And once you have put on the program they liked, regardless of turnout (meaning they liked you because ultimately that’s what you’re selling) you can use your contact to grow more contacts with the library because guess what else libraries have: books.


Because I have been communicating with my library on a regular basis now whenever I have a new release all I have to do is tell them about it and they will order it. And the person who orders e-books for my library manages a system of cooperating libraries—meaning when she orders a book for one, she orders a book for all of them at the same time. I have had two major releases this year, Vamp-Hire and Anything but Zombies, both e-books, and my local library has them in their electronic catalog.


There are also unexpected benefits to having a relationship with your library as an independent author. I had not heard of the Michigan Notable Books Award, but when my library forwarded that information to me I submitted both of the books I’ve had published this year to be considered for it.

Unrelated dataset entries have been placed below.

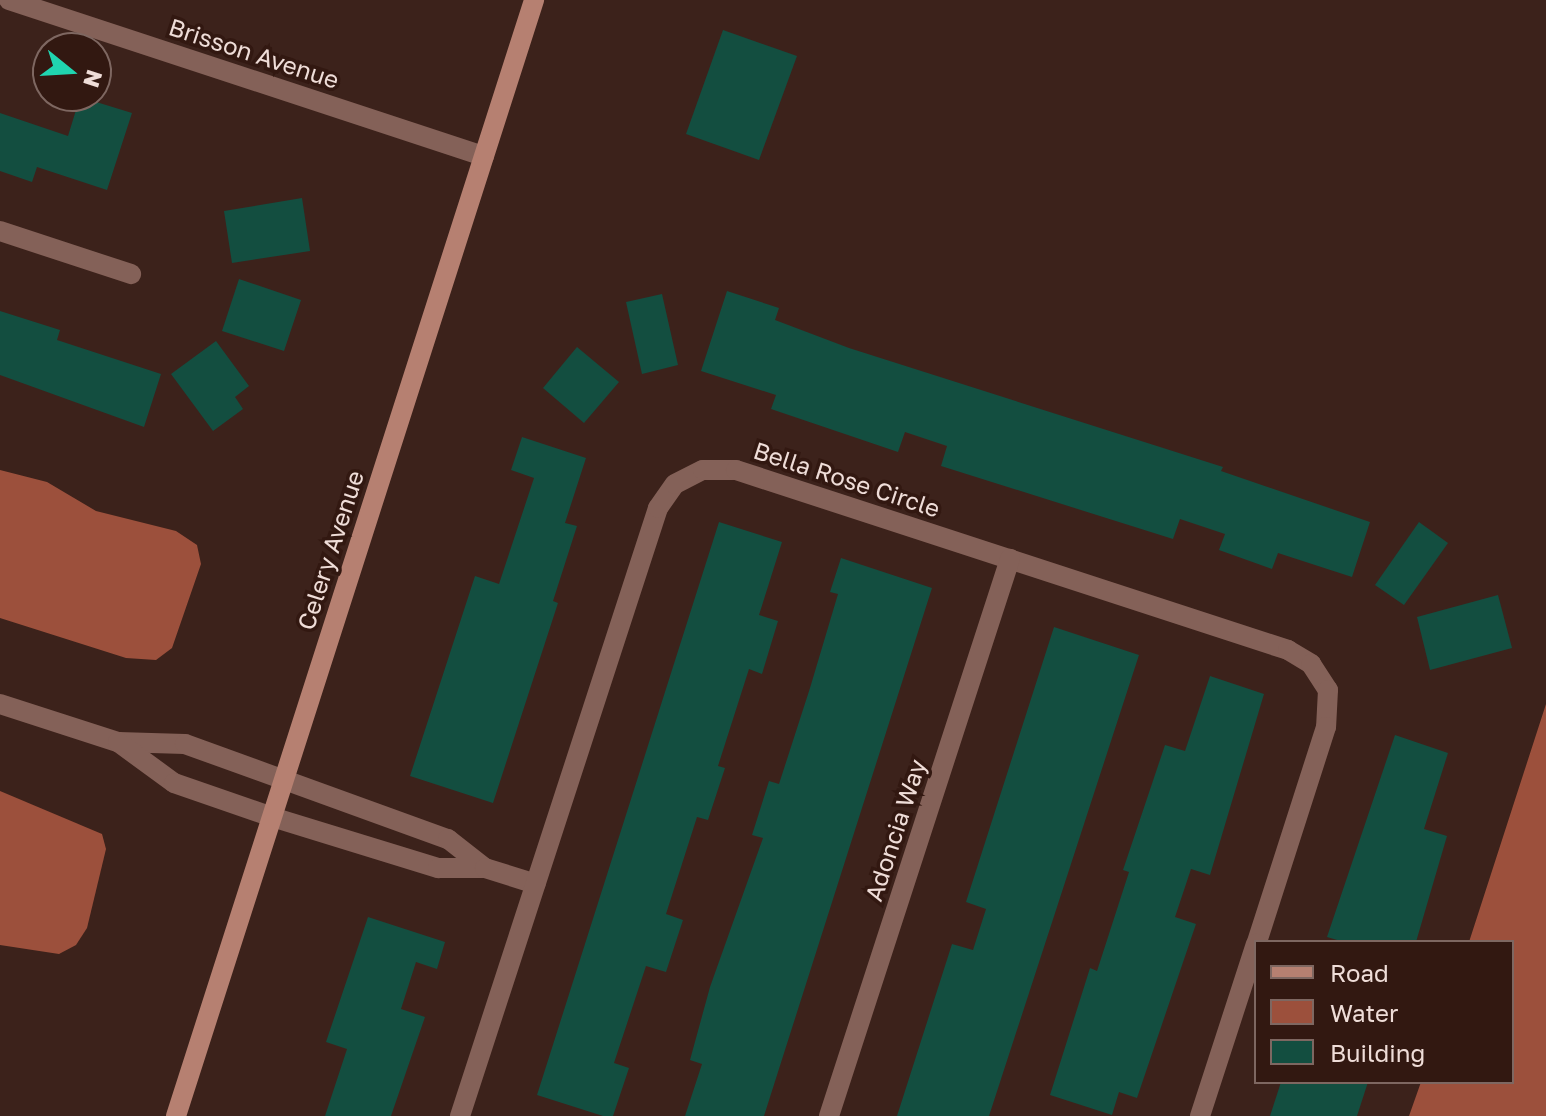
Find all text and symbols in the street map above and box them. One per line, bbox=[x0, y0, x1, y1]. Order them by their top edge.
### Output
street label: Brisson Avenue bbox=[165, 12, 343, 94]
north arrow bbox=[32, 32, 112, 112]
text: N bbox=[78, 67, 109, 91]
street label: Bella Rose Circle bbox=[750, 435, 944, 523]
street label: Celery Avenue bbox=[291, 467, 369, 633]
street label: Adoncia Way bbox=[859, 755, 931, 905]
legend bbox=[1254, 940, 1514, 1084]
text: Road bbox=[1330, 958, 1389, 987]
text: Water bbox=[1330, 998, 1398, 1027]
text: Building bbox=[1330, 1038, 1425, 1067]

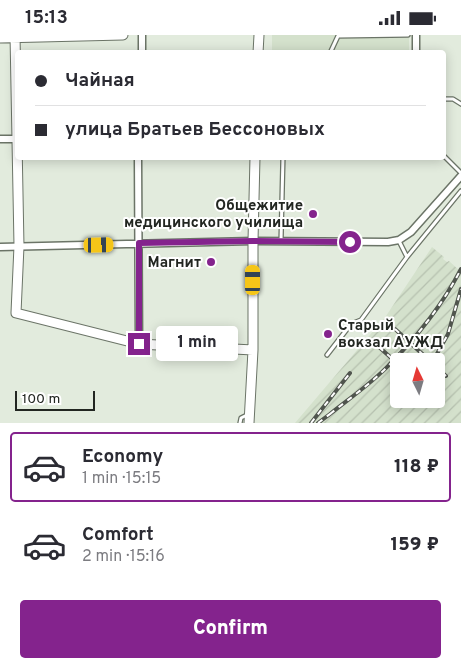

I don’t know what will come of it, but maybe I get a little more promotion for my work.


Also, because they know me as a local author, my library invited me to speak at a managers’ meeting at City Hall. They want to know about my experiences with publishing and have thrown the door pretty much wide open for me to speak about anything I want. I placed one condition—I wanted the library to purchase my Halloween e-book, The Best Night of the Year for each of the attendees. At 99₵ per copy they leapt at the opportunity to spend less than $50 to get what they wanted and at 15-20 minutes of speaking time, there was value in it for me too. Plus I’m using this speaking opportunity to knock the rust off before I do my next official workshop.


This type of networking has not cost me a dime. It certainly has been time-consuming, but time-consuming in a way that has had a positive effect. This is a partnership I intend to continue and grow and hopefully build into a network with other libraries. I would suggest every independent author who does not have a current relationship with his or her library to begin fostering one. Even if you don’t have a workshop idea, perhaps you have extra time and could volunteer or maybe you could just call your library and explain to them that you’re an independent author and that you’d be interested in getting your book on their shelves. I said in a prior post how people really like talking to authors. That includes people who work at libraries. Perhaps by introducing yourself to your library they may have programs they’re looking to put on that you could helm or they may be interested in hosting a book signing. There is a myriad of potential with your library that will go untapped if you never make contact.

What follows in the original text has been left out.